WHY DO CELEBS HAVE NO PROTECTIONS? Actually, they have some protections. But those protections must be enforced. A celebrity, or public politician, or anyone considered a known public persona has NO REASONABLE EXPECTATION OF PRIVACY WHATSOEVER. IT DOESN’T MEAN THAT A PERSON CAN PHOTOGRAPH THEM WITH UNREASONABLE MEANS. STILL, ALL OF THIS HAS BEEN RULED IN COURT.
Once again, I am not going to rule for the paparazzis. I think they’re total scum. They should all be arrested for harassment, trespassing, loitering, unreasonable invasion of privacy, and simple assault. Still, the act of photography in the USA is by large and by constitutional tested nature NOT A CRIME.
That doesn’t mean that decency laws, trespassing laws, or unreasonable invasion of privacy laws don’t apply, it just means that in a public figure the expectation is practically nil, and almost indefensible.
That REASONABLE EXPECTATION part is what is tripping up everyone on the thread. That’s the rub.
Answer 3: In the United States, if you’re in public you are fair game to be photographed. If the photograph is used in “editorial” work, then releases are not generally required.Since photography is free speech, it is a constitutionally protected form of expression.
There seems to be a lot of hate against paparazzi building over the last few years. While paps have often been a nuisance to celebrities (few people like a flash going off in their face when leaving a nightclub just before sunrise), these are also the people who have been documenting real popular culture for decades. Paparazzi have taken some of the most iconic photographs of swinging London, gangsters in the New York boxing culture, and Hollywood during the golden age of cinema, just as examples. They document our culture, outside of the posed and stage-managed portraits authorised by studios and publicists. Boy George and George Michael clubbing in London in the 80s. Prince, in his early days. Elton John and Sylvester Stallone letting their hair down.
Celebrities (and the studios) have always had a symbiotic relationship with the paparazzi. Paps feed off the fame, in turn kindling public interest in celebrities and new productions. Fashionable nightclubs have long had arrangements with paparazzi from specific newspapers to come in and photograph celebrities in their establishments, hyping the nightclub, and this hype would draw in even more celebrities.
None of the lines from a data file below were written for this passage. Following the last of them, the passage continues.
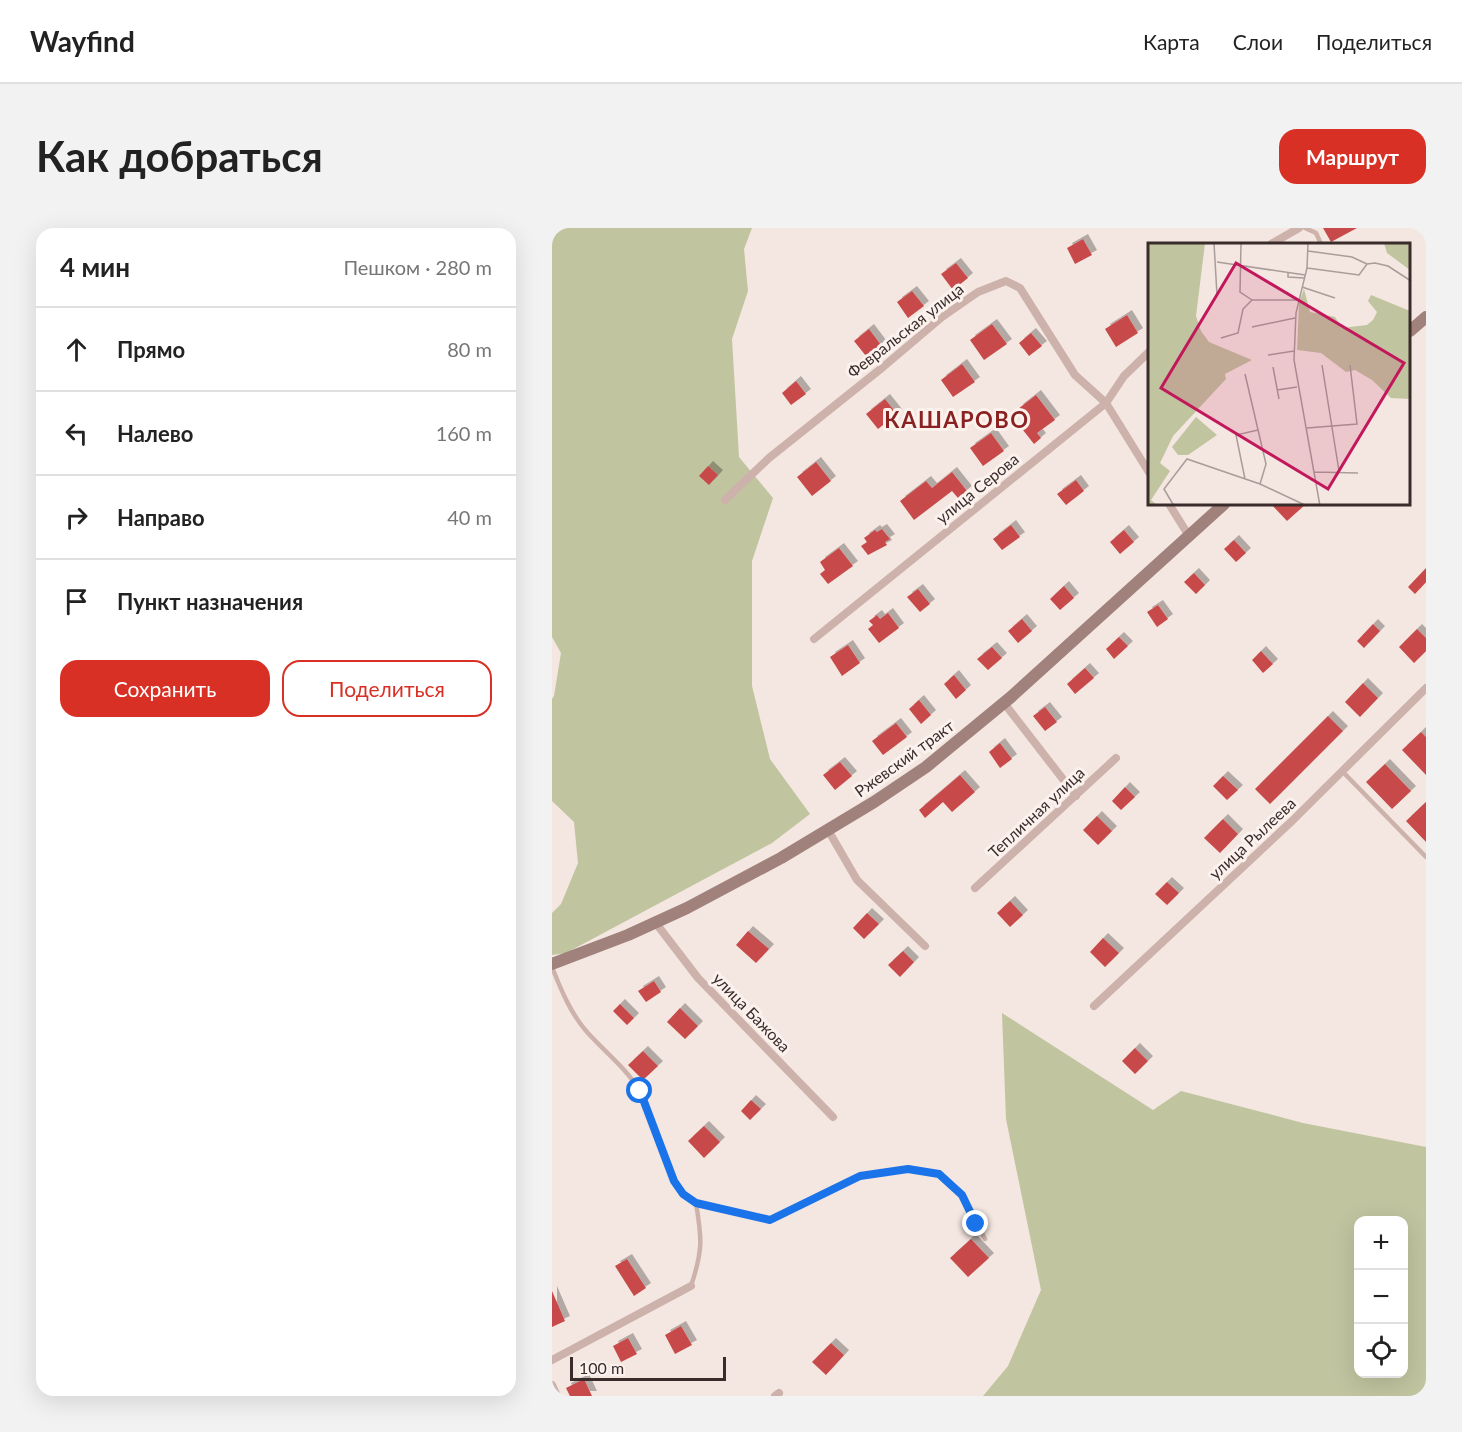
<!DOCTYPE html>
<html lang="ru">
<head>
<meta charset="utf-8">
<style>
	:root { --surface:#fff; --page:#f2f2f2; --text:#222; --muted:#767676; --line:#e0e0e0; --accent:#d93025 }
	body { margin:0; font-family:Lato,sans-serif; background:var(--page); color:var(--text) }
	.controls { position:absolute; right:18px; bottom:18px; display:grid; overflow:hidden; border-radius:12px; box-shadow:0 6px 24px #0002 }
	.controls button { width:54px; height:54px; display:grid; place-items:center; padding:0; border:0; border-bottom:2px solid var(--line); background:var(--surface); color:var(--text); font:30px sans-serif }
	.scale { position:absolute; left:18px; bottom:15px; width:156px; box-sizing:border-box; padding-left:6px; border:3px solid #3a2c2b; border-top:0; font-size:16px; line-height:21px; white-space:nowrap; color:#3a2c2b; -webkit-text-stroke:4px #fbf1ed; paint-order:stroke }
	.stop { position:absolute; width:18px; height:18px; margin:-14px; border:4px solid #1a73e8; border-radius:50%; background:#fff }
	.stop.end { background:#1a73e8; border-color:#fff; box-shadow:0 2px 6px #0008 }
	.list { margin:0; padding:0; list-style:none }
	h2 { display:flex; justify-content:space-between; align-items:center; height:78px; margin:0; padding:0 24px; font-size:26px }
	h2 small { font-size:20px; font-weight:400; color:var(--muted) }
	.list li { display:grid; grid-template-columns:39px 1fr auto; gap:18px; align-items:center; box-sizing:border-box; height:84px; padding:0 24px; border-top:2px solid var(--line) }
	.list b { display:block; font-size:22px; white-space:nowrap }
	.list em { font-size:20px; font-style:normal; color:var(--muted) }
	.actions { display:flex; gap:12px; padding:18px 24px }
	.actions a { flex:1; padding:14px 0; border:2px solid var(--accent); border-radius:18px; text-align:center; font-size:21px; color:var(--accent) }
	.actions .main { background:var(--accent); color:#fff }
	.icon { flex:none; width:33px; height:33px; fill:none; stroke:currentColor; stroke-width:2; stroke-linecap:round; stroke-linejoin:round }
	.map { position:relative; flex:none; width:874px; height:1168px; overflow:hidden; border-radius:18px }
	header { display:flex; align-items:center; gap:36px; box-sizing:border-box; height:84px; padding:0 30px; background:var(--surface); border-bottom:2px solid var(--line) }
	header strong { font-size:28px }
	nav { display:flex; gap:33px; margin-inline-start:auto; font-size:21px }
	.intro { display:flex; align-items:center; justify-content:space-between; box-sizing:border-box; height:144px; padding:0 36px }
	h1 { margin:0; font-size:42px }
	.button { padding:15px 27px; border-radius:18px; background:var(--accent); color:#fff; font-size:21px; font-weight:700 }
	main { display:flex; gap:36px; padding:0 36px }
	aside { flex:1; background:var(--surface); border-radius:18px; box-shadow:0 6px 24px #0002 }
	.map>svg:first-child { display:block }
	.green { fill:#c0c49f; fill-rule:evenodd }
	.building { fill:#c84a4a; filter:url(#shadow) }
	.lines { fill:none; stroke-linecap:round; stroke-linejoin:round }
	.lane { stroke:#cdb2ab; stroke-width:4.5 }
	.street { stroke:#cdb2ab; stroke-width:8 }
	.secondary { stroke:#a0817c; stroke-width:12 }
	.route { stroke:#1a73e8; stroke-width:8 }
	.labels { text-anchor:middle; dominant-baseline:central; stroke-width:6; stroke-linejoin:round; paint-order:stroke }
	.street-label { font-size:16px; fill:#3a2c2b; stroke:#fbf1ed }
	.district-label { font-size:22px; font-weight:bold; letter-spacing:1.5px; fill:#8b2222; stroke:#fbf1ed }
	.inset-road { fill:none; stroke:#aa9c98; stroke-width:1.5 }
	.view { fill:#c2185b; fill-opacity:0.15; stroke:#c2185b; stroke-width:3 }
	.inset-edge { fill:none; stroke:#3a2c2b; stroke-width:3 }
</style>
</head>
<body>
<header>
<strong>Wayfind</strong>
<nav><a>Карта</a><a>Слои</a><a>Поделиться</a></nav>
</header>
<div class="intro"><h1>Как добраться</h1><a class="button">Маршрут</a></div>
<main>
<aside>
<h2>4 мин<small>Пешком · 280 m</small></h2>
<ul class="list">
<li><svg class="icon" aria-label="ahead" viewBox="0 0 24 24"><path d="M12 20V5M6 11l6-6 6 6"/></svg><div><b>Прямо</b></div><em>80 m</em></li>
<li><svg class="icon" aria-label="left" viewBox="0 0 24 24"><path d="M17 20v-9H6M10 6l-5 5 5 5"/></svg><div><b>Налево</b></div><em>160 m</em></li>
<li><svg class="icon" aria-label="right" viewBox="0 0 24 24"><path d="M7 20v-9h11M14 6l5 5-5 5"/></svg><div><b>Направо</b></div><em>40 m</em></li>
<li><svg class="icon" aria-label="arrive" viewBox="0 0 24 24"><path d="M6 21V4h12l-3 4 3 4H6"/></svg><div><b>Пункт назначения</b></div></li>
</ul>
<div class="actions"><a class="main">Сохранить</a><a>Поделиться</a></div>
</aside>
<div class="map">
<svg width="874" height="1168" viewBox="0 0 874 1168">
	<defs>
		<filter id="shadow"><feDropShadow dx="5" dy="-5" stdDeviation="0" flood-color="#0004"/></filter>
	</defs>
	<rect width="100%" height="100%" fill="#f4e6e0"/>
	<!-- green -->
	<path class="green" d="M 0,0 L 200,0 L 192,21 L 196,63 L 180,111 L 187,229 L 221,270 L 200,333 L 200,458 L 218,531 L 258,586 L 220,615 L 14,725 L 0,727 L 0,685 L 9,676 L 26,635 L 22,594 L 0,573 L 0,471 L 2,468 L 9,425 L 0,409 Z
		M 450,785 L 601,882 L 629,863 L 751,895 L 874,919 L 874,1168 L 431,1168 L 456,1138 L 489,1062 L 454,891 ZM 806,992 L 852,992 L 852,1146 L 806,1146 Z"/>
	<!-- building -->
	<path class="building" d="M 771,0 L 805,0 L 779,14 Z
		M 531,11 L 540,27 L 523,36 L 515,20 Z
		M 404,35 L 416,50 L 401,62 L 389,46 Z
		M 360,63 L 372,78 L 356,90 L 345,74 Z
		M 575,87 L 586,105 L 564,119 L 553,101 Z
		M 440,96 L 455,116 L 432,132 L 418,112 Z
		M 317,101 L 329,117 L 314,128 L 302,113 Z
		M 479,105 L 490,118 L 477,128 L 467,115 Z
		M 410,136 L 423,154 L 401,169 L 389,152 Z
		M 244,153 L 254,166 L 239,177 L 230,165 Z
		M 484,167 L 503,192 L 485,205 L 489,210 L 482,216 L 467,197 L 475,192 L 466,181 Z
		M 333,171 L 345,186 L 326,201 L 314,186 Z
		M 439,205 L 452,223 L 431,238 L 418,220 Z
		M 264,234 L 279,253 L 260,268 L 245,249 Z
		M 156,238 L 166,247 L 157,257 L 147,248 Z
		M 400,244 L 415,263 L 406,270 L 400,263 L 362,292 L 348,273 L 374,253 L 380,260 Z
		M 524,252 L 532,263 L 514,277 L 505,266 Z
		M 719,276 L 754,276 L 735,293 Z
		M 459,297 L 468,309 L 450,322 L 441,311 Z
		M 330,301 L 338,311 L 333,314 L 335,317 L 316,327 L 309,318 L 315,314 L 312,310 L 323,302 L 325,304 Z
		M 572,302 L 582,314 L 568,326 L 558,314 Z
		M 682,312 L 694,325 L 684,334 L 672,321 Z
		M 287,320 L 301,338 L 276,356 L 268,346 L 273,342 L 268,334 Z
		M 874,340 L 874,354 L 863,366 L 856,359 Z
		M 642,345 L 653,357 L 644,366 L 632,354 Z
		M 512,358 L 522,370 L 508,382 L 498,371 Z
		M 366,361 L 378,376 L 368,384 L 355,369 Z
		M 606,377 L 616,391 L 605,399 L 595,384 Z
		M 336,385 L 347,400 L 327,415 L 316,401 L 321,397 L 317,393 L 325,387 L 328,391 Z
		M 470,391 L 480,403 L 466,415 L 456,403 Z
		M 821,396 L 828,403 L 812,420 L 805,413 Z
		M 865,401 L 874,410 L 874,423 L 862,435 L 847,419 Z
		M 567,409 L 576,418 L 562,431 L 554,421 Z
		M 296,417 L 308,435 L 290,448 L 278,429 Z
		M 440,419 L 450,430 L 436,442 L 425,431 Z
		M 709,423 L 721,436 L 711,445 L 700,432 Z
		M 533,440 L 542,450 L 523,466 L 515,456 Z
		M 402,447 L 414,462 L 404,471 L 392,456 Z
		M 811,455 L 826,470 L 808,489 L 793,474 Z
		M 367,472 L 379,487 L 369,496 L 357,481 Z
		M 493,479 L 505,494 L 493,503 L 481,488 Z
		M 776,488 L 791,503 L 718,576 L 703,561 Z
		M 344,495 L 355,509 L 331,527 L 320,513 Z
		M 869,504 L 874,509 L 874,547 L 850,522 Z
		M 448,515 L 460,531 L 448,540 L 437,524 Z
		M 288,534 L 300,548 L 283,562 L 271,547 Z
		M 833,536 L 859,563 L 840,581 L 814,554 Z
		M 408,547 L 423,564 L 400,584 L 391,574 L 373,590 L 367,582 Z
		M 671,548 L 686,562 L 675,572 L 661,558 Z
		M 573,559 L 583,569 L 569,582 L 560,573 Z
		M 874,574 L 874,614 L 854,593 Z
		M 545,588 L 560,603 L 546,617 L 531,602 Z
		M 671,591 L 686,606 L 668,625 L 652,610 Z
		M 615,654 L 627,665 L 615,677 L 603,666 Z
		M 458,673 L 471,687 L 458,699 L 445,685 Z
		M 315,685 L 327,696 L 312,711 L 301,700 Z
		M 196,703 L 217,721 L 204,735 L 184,717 Z
		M 551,710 L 567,725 L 553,739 L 538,724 Z
		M 351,723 L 362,734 L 348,749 L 336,737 Z
		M 102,753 L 109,764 L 94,774 L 86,763 Z
		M 68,776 L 82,790 L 75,797 L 61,783 Z
		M 128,780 L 146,798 L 133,811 L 115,794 Z
		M 583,820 L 596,833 L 583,846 L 570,833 Z
		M 91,823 L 106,838 L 91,852 L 76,837 Z
		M 199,872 L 209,881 L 198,892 L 189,883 Z
		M 152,898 L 168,914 L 152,930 L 136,913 Z
		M 419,1011 L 437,1030 L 416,1049 L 398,1030 Z
		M 75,1031 L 94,1060 L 82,1068 L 63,1038 Z
		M 0,1063 L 13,1093 L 0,1099 Z
		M 129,1098 L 140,1117 L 123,1126 L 113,1107 Z
		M 76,1110 L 85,1126 L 69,1134 L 61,1118 Z
		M 279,1115 L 292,1127 L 274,1147 L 260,1134 Z
		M 32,1151 L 40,1168 L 18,1168 L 14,1160 Z"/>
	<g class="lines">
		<!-- lane -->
		<path class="lane" d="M 753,0 L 764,5 L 769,16
			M 790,543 L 874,629
			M 0,739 C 9,762 19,786 35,804 C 53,824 74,840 88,863 L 121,953 L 131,966 L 144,975 L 218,992 L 308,948 L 355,941 L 387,946 L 410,967 L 433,1011
			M 139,1058 C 151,1022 150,1011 144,975"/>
		<!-- street -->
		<path class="street" d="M 719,16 L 747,0
			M 173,272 L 217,230 L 331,139 L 390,89 L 426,64 L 454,53 L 468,60 L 523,147 L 554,175 L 598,246
			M 617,276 L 637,308
			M 262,411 L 554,175 L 572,148 L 598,123
			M 452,475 L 524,568
			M 276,602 L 305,652 L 373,718
			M 423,660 L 564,530
			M 103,694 L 146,750 L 281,889
			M 542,778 L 740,593 L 874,460
			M 0,1132 L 139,1058
			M 0,1157 L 5,1168
			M 223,1168 L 227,1165"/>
		<!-- secondary -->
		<path class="secondary" d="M 858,103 L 874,89
			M 0,736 L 76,707 L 135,680 L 229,630 L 322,574 L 374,539 L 459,469 L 672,276"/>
	</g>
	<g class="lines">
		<!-- route -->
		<path class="route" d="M 88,863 L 122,953 L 131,966 L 144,975 L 218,992 L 308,948 L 356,941 L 387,946 L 410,967 L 424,996"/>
	</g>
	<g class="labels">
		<!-- street labels -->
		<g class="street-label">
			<text transform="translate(353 102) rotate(-38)">Февральская улица</text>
			<text transform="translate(425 260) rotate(-39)">улица Серова</text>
			<text transform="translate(352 530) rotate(-36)">Ржевский тракт</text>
			<text transform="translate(484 584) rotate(-43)">Тепличная улица</text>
			<text transform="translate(700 610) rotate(-43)">улица Рылеева</text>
			<text transform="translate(200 784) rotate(46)">улица Бажова</text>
		</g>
		<!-- district labels -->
		<g class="district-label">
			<text x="405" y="191">КАШАРОВО</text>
		</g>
	</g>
	<!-- overview -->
	<g transform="translate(596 15)">
		<rect width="262" height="262" fill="#f4e6e0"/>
		<path d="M 0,0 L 57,0 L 48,73 L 53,88 L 61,99 L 104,117 L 77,131 L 78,136 L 25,193 L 12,220 L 22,228 L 3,257 L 10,263 L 0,262 ZM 236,0 L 262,0 L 262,27 L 239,10 ZM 156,46 L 162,69 L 187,74 L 194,85 L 219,82 L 225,77 L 229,69 L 220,58 L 223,52 L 262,68 L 262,156 L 243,155 L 224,137 L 207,127 L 198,129 L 173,110 L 149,107 L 151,60 ZM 48,174 L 69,192 L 40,212 L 30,212 L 24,204 Z" fill="#c0c49f"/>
		<path class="inset-road" d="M 66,0 L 69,52M 93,0 L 92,49 L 104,57M 160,0 L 159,25 L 148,70 L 146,117 L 172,263M 160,8 L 204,14 L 219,21M 69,19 L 157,32M 159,25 L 211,32 L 219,21 L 227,20 L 240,23 L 263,38M 140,29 L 140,34 L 156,35M 154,44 L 187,55M 104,84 L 147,75M 73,95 L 90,90 L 95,66 L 104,57 L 150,57M 120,112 L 146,108M 174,122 L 191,228M 125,124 L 131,156M 97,131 L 118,221 L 112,241M 129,147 L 149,144M 159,185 L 209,181 L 202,122M 166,229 L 210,230M 97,236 L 88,192 L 110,187M 26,263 L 16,246 L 39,216 L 112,241 L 159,263"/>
		<path class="view" d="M 88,20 L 256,120 L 180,246 L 13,145 Z"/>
		<rect width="262" height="262" class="inset-edge"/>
	</g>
</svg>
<div class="controls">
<button>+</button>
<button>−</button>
<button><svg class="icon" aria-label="locate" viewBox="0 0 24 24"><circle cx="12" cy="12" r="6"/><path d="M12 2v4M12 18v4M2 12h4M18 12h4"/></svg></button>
</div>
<div class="scale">100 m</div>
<div class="stop" style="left:88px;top:863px"></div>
<div class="stop end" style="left:424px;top:996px"></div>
</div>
</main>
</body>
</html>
We’re not talking about photographers leering through bathroom windows hoping to catch a glimpse of someone snorting coke. They do exist, but they’re an extreme minority. Most paparazzi are just regular photographers who need to make a living off their art. Some of them are good at it, and will leave a legacy of historical importance. Some will snap grainy pics of a princess’s nipples, and fade away. There’s certainly no justification for hating them all, no matter how fashionable you think it is.